If we do find a mismatch than we're going to compute the value that we skip, which

is where we are minus that table that thing that we computed.

And that's the amount that now that we're going to add to the text character to take

care of the mismatch for the right to left mismatch. and if it's, it's, always going

to be at least one, but if this thing is negative, we're not going to back up.

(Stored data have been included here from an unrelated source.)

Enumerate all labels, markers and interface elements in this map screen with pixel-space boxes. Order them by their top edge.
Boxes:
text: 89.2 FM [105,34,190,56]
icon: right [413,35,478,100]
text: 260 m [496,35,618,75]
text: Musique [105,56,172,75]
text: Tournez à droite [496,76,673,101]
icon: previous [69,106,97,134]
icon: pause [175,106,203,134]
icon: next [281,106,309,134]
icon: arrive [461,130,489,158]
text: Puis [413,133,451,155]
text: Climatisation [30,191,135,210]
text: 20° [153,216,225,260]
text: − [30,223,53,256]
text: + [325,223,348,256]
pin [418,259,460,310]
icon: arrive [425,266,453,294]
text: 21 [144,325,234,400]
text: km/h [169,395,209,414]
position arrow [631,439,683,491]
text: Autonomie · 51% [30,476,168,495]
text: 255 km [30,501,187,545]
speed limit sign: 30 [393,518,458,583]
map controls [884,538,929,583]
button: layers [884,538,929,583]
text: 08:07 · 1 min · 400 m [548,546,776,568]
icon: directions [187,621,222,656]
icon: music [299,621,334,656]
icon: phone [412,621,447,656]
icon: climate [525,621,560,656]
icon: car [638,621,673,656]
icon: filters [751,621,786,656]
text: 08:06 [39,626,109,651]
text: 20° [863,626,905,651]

That's, that's it. So it's a very simple implementation based

on this idea of moving from right to left and skipping over the whole thing if we

find a mismatch. And the key thing about Boyer-Moore you

can study that implementation and figure it out easily, but the key thing is that

this mismatched character here is, takes time proportional to N over M.

That's kind of amazing. We had started out with a brute force

which was N N, And then we got linear time, we were happy

with N, but actually there's a lot of practical situations where you can do the

search in N over M. The longer the pattern gets, the faster

the search gets. It's not only sublinear, it gets better.

That's kind of amazing. Now there's a caveat there because there

is a worse case that could be as bad as the brute force.

So this is just a example of the worst case where you go from right to left,

let's say, and always get to the first character before finding the mismatch, and

you can't do anything better than move over one.

But actually, what you can do is build something kind of like Knuth-Morris-Pratt

to make sure that you don't do something like this with a, repetitive pattern.

And you, you can get the worst case to the linear,

But it's really of importance for, for intermediate length patterns with, because

you so often are going to be able to get this N over M performance.

And that's a widely used algorithm. The Boyer-Moore algorithm.